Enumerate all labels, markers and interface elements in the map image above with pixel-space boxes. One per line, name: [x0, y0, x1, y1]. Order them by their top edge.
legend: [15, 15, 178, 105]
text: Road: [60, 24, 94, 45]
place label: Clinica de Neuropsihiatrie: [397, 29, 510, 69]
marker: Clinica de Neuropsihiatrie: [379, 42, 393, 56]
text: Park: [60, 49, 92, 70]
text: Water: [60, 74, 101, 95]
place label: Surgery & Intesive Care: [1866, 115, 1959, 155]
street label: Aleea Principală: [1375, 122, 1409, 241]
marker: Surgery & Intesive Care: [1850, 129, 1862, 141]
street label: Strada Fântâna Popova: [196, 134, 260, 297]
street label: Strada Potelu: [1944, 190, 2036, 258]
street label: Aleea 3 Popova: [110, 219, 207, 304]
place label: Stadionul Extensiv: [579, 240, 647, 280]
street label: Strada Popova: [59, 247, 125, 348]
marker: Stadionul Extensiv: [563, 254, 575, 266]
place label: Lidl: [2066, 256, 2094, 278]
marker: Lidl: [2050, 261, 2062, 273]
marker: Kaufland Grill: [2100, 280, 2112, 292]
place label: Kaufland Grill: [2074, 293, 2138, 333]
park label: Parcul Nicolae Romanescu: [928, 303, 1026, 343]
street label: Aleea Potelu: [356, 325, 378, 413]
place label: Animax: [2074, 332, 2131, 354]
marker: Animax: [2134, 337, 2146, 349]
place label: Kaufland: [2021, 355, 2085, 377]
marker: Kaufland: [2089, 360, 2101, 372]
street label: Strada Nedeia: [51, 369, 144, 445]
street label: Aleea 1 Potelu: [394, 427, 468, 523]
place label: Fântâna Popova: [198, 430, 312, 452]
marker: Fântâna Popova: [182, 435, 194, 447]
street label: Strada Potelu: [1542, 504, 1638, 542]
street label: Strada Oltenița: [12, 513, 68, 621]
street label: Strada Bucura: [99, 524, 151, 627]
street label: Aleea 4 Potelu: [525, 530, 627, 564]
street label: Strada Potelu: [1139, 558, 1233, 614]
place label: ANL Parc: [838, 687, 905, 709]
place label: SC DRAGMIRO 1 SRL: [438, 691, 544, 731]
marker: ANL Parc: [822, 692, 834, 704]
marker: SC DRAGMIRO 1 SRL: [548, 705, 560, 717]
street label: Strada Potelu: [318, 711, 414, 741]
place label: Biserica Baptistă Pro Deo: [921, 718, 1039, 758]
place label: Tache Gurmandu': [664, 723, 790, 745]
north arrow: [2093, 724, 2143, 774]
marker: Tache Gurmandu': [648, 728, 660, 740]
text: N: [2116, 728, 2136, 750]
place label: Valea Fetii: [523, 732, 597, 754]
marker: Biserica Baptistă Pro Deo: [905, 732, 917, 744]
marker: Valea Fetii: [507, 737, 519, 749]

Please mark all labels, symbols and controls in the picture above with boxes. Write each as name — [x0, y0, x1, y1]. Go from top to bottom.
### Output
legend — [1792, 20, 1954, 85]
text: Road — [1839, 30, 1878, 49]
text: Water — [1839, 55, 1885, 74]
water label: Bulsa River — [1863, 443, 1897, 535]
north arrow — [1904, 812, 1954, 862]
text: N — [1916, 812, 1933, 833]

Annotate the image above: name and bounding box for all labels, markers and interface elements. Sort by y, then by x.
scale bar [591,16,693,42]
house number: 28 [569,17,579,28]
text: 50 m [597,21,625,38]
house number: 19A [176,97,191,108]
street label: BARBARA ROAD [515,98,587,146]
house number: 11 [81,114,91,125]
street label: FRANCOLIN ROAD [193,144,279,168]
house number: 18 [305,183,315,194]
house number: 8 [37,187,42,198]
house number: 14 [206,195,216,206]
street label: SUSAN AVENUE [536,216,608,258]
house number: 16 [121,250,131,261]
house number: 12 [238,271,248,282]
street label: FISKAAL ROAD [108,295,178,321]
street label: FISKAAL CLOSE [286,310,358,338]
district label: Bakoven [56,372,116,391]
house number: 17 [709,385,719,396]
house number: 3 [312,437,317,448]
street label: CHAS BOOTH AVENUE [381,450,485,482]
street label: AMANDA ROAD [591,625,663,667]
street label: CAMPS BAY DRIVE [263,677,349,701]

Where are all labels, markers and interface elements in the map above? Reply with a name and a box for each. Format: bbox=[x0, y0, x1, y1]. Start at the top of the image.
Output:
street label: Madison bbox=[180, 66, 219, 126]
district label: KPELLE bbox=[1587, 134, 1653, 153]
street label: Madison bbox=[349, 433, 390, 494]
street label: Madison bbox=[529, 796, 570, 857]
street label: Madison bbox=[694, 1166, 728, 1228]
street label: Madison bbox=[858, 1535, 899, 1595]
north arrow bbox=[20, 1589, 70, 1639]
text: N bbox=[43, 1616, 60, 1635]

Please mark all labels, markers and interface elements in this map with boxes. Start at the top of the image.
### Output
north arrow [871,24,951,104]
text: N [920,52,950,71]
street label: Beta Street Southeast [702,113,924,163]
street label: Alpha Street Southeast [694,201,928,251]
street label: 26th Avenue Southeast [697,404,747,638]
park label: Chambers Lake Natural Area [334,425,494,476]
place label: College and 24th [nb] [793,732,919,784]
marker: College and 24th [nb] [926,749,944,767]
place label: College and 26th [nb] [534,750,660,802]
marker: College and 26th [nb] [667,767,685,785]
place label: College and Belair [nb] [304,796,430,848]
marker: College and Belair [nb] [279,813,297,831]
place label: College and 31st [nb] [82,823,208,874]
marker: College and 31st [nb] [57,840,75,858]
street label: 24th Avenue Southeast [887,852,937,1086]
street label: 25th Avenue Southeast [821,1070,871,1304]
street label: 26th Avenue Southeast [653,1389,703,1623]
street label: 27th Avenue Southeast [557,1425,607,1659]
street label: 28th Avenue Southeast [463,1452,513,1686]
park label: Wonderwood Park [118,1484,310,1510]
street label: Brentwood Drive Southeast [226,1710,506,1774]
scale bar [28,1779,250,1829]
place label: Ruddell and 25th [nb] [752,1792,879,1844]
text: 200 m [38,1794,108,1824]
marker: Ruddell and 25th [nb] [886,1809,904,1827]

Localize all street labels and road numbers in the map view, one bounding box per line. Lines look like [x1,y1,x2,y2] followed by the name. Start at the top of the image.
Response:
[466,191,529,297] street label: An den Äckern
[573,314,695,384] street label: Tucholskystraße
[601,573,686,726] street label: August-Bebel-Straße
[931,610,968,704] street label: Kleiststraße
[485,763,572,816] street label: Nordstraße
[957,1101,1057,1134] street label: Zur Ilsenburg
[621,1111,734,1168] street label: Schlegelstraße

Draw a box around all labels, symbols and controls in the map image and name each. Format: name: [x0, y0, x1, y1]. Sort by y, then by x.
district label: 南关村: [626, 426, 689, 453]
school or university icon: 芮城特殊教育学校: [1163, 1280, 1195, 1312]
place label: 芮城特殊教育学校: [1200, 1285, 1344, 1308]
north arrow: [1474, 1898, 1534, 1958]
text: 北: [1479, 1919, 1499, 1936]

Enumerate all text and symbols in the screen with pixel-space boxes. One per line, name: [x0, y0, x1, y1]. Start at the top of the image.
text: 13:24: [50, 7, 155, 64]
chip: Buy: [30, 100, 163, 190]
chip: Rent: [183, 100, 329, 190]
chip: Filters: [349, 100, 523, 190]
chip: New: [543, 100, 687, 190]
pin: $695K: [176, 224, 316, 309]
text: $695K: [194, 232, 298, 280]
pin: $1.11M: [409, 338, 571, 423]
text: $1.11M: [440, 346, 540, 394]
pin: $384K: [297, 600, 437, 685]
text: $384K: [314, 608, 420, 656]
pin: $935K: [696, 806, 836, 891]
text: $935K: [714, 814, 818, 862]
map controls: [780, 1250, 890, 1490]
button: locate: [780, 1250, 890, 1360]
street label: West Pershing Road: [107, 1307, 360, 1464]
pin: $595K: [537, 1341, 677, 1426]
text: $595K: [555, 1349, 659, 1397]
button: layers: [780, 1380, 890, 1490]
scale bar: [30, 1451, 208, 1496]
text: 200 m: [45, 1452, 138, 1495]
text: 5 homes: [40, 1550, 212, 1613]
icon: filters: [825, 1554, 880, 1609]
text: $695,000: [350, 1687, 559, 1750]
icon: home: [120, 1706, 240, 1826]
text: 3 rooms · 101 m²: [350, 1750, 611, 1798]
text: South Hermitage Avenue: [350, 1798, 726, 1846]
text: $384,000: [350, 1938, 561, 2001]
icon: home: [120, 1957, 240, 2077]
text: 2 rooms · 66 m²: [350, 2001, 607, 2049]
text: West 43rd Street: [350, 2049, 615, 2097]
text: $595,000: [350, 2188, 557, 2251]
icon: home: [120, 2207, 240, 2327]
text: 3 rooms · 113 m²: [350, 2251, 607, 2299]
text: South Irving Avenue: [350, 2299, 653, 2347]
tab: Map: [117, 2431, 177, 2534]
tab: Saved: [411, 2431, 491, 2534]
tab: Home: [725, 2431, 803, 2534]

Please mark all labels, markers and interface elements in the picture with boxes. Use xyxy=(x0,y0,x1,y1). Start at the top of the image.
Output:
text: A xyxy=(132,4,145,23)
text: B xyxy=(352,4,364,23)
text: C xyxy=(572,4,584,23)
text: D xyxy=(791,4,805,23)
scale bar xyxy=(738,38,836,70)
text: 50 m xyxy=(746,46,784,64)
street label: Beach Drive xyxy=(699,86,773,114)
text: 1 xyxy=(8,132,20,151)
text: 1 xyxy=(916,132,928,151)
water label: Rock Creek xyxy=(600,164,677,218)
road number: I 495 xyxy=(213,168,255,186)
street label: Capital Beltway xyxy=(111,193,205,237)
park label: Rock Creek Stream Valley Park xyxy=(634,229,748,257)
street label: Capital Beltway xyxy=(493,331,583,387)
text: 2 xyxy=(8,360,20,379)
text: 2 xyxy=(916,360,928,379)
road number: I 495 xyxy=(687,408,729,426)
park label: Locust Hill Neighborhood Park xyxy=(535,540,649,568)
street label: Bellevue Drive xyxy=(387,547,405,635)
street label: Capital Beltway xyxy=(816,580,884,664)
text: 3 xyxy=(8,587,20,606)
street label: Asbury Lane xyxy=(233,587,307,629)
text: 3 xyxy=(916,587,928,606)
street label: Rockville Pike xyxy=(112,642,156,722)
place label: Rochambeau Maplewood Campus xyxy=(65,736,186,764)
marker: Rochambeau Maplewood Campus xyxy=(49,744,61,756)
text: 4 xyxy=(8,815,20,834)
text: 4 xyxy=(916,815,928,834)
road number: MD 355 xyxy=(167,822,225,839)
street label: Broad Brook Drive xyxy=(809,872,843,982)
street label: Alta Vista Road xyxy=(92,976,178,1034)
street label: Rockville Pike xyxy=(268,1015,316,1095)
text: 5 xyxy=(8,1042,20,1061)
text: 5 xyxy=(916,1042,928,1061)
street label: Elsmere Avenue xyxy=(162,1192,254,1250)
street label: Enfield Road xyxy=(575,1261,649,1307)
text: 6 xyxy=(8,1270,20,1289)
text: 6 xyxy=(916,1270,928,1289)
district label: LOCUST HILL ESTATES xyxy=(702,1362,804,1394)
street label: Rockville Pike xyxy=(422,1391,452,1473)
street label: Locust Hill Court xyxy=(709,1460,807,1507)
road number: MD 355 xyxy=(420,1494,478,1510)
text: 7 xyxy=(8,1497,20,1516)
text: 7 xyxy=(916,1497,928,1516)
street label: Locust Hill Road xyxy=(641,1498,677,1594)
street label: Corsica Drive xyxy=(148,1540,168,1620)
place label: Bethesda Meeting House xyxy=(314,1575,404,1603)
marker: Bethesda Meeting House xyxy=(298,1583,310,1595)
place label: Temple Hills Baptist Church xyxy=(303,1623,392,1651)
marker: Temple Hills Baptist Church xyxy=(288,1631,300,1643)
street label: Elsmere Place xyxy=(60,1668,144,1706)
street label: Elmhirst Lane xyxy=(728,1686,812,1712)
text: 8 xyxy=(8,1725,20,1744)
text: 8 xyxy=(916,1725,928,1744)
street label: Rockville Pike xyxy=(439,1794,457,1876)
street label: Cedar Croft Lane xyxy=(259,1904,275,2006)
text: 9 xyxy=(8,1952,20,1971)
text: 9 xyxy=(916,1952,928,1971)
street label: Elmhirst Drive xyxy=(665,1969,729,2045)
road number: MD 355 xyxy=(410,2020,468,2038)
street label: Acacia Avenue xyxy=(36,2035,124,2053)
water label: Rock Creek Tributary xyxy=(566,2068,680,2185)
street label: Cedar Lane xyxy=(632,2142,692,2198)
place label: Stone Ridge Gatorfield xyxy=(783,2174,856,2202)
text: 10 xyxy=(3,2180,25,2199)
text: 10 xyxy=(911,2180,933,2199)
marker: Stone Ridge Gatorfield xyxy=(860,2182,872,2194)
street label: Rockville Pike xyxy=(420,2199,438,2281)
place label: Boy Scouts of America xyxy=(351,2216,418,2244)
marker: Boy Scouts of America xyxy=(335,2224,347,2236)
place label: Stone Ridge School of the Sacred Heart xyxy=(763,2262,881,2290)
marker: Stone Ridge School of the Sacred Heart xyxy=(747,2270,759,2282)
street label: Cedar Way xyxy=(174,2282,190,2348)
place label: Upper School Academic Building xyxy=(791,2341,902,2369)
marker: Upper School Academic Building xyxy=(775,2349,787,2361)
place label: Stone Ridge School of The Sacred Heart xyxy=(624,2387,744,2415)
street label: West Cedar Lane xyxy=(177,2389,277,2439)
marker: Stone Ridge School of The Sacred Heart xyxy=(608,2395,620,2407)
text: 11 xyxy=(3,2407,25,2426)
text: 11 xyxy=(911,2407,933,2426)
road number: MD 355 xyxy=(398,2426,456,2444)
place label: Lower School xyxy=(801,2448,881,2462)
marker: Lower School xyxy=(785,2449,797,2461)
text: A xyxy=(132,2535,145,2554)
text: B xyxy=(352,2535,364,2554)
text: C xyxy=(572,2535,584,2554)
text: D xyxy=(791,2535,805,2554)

----------

The answer is a count and nothing more: lines above that contain "Campus".

**Answer to this problem:** 2